Generating type specific deserialisers for BSON.jl

This was orgiinally posted here

I have spent quite some time trying to optimise the excellent BSON.jl library as we make heavy use of it. The result of this so far is some updates to the original library and a fork called BSONqs which has more radical changes (more on that at the bottom).

I like working with Julia’s structs and organise most of my data into structs. Even if there is no need to do so for performance reasons and it introduces some rigidity, I still prefer it over working with generic data structures like Dicts or tables. I have a bad memory so I will forget what properties the data has if it is not written down somewhere.
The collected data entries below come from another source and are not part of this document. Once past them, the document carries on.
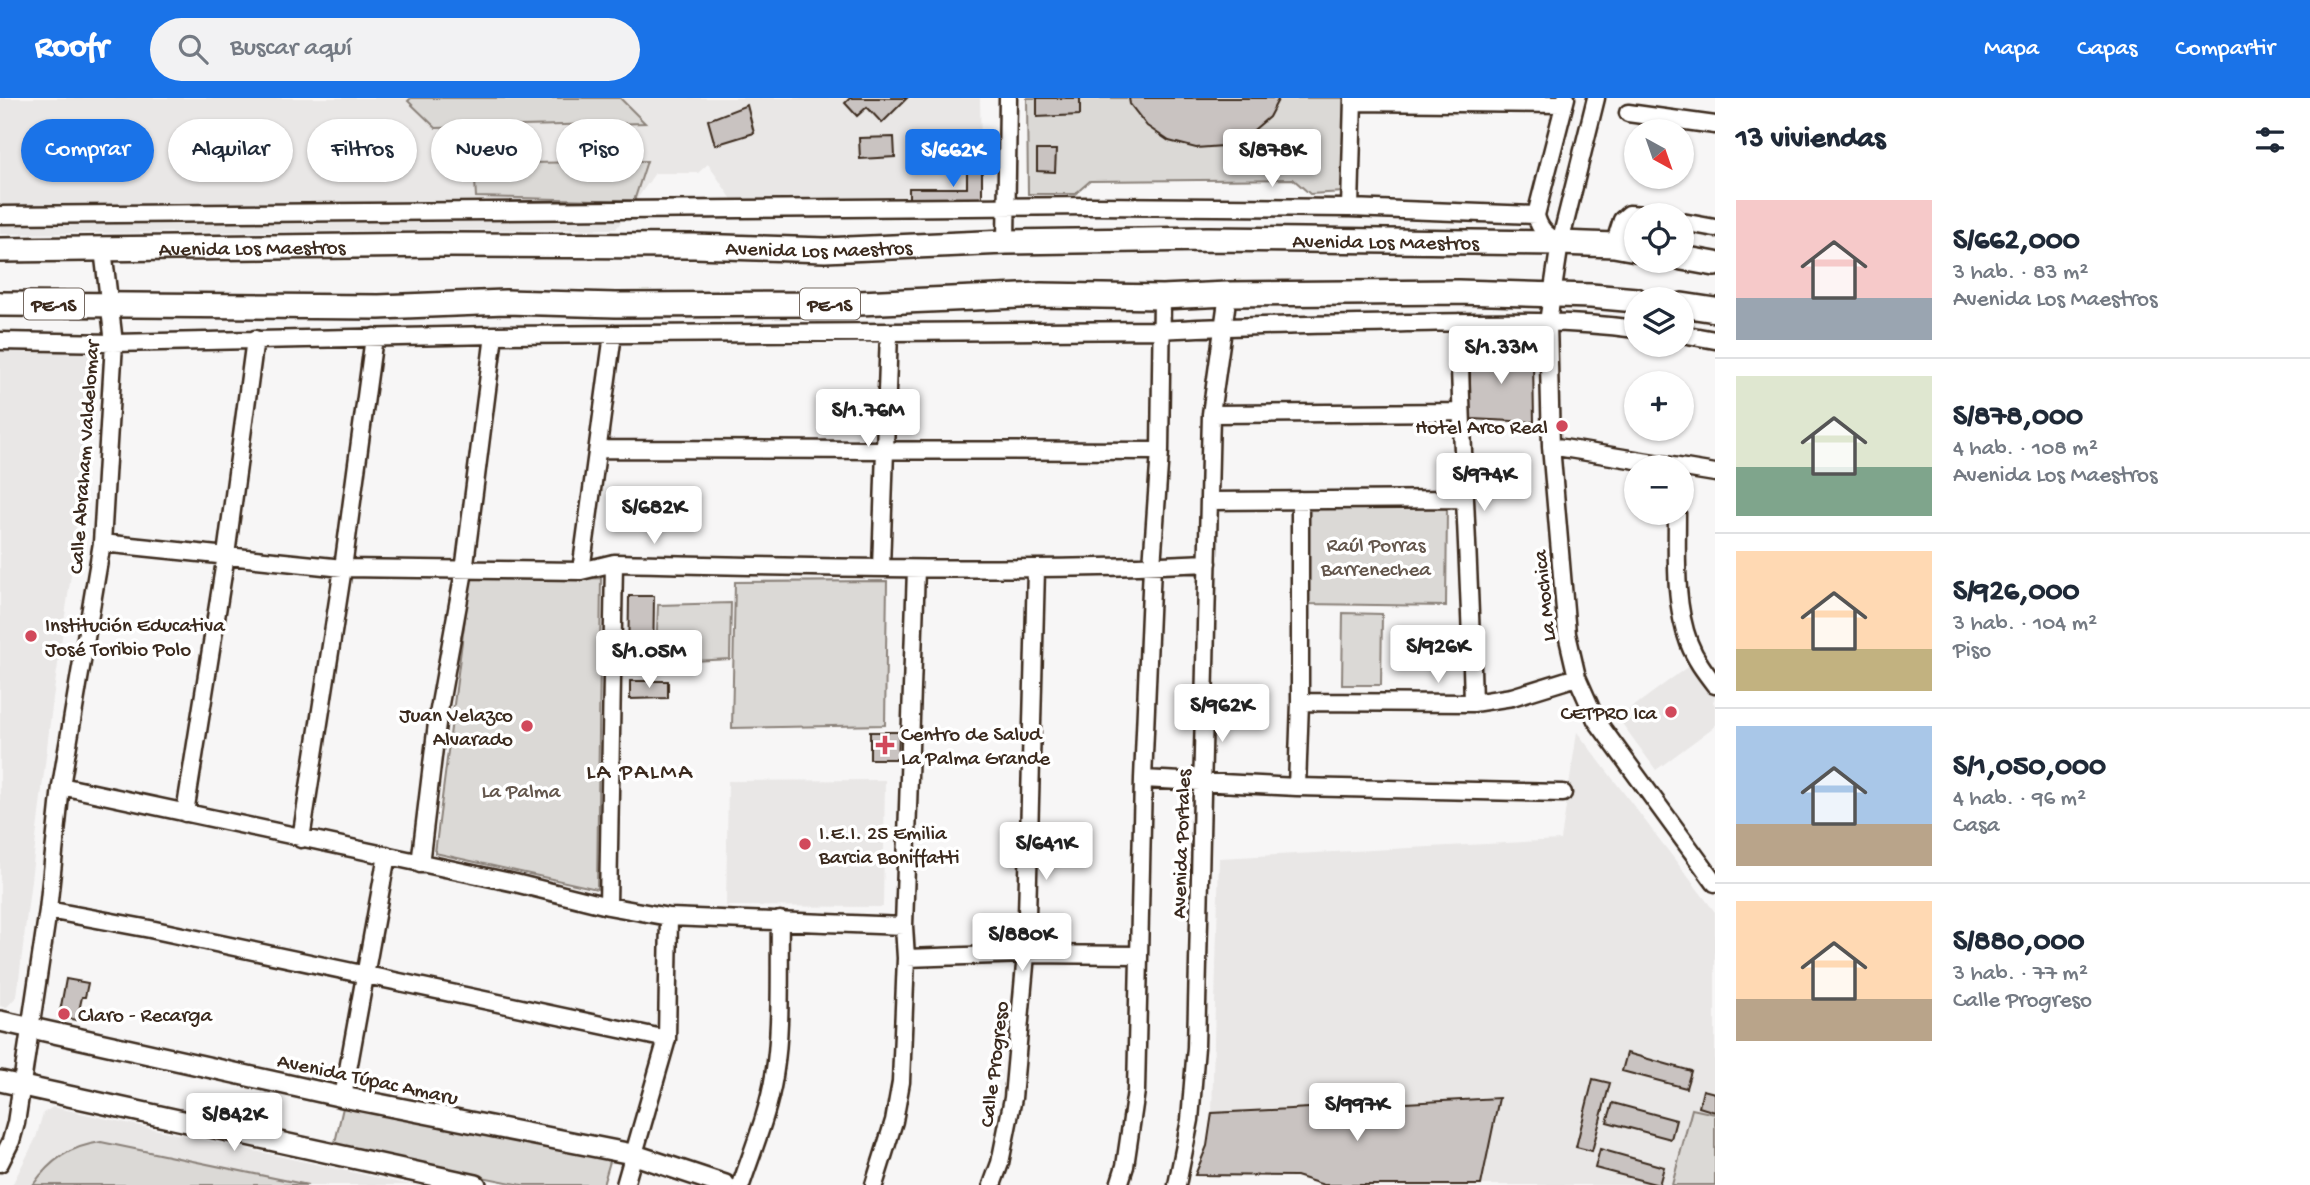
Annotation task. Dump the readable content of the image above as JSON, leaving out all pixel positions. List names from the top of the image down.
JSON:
{
  "streets": {
    "highway": ["Avenida Los Maestros", "PE-1S"],
    "main road": ["Avenida Túpac Amaru"],
    "street": [
      "Calle Abraham Valdelomar",
      "La Mochica",
      "Avenida Portales",
      "Calle Progreso"
    ]
  },
  "crossings": [
    ["Avenida Los Maestros", "Calle Abraham Valdelomar"],
    ["Avenida Los Maestros", "La Mochica"],
    ["PE-1S", "Calle Abraham Valdelomar"],
    ["PE-1S", "La Mochica"],
    ["PE-1S", "Avenida Portales"],
    ["Calle Abraham Valdelomar", "Avenida Túpac Amaru"]
  ],
  "districts": ["LA PALMA"],
  "parks": ["Raúl Porras Barrenechea", "La Palma"],
  "places": {
    "other": [
      "Hotel Arco Real",
      "Institución Educativa José Toribio Polo",
      "CETPRO Ica",
      "Juan Velazco Alvarado",
      "I.E.I. 25 Emilia Barcia Boniffatti",
      "Claro - Recarga"
    ],
    "health": ["Centro de Salud La Palma Grande"]
  },
  "north": "bottom right",
  "page": {
    "header": "Roofr",
    "search": "Buscar aquí",
    "nav": ["Mapa", "Capas", "Compartir"],
    "heading": "13 viviendas",
    "map_buttons": ["+", "−"],
    "chip": [
      "Comprar",
      "Alquilar",
      "Filtros",
      "Nuevo",
      "Piso"
    ],
    "price": [
      "S/662K",
      "S/878K",
      "S/1.33M",
      "S/1.76M",
      "S/974K",
      "S/682K",
      "S/926K",
      "S/1.05M",
      "S/962K",
      "S/641K",
      "S/880K",
      "S/997K",
      "S/842K"
    ],
    "list": [
      {
        "name": "S/662,000",
        "note": "3 hab. · 83 m² · Avenida Los Maestros"
      },
      {
        "name": "S/878,000",
        "note": "4 hab. · 108 m² · Avenida Los Maestros"
      },
      {
        "name": "S/926,000",
        "note": "3 hab. · 104 m² · Piso"
      },
      {
        "name": "S/1,050,000",
        "note": "4 hab. · 96 m² · Casa"
      },
      {
        "name": "S/880,000",
        "note": "3 hab. · 77 m² · Calle Progreso"
      }
    ]
  }
}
After trying a few different methods which will serialise arbitrary Julia structs in a reliable way I found that BSON.jl worked the best for what I am doing. I won’t go into any more details on that because at the time many libraries were simply broken in Julia 1.0 or didn’t exist.

We store several GBs of very boring Linux test results in Redis and load large chunks of it into RAM. This can take up to 30s and a lot of that time is spent by BSON.jl. So I decided to try optimising its read performance as much as possible.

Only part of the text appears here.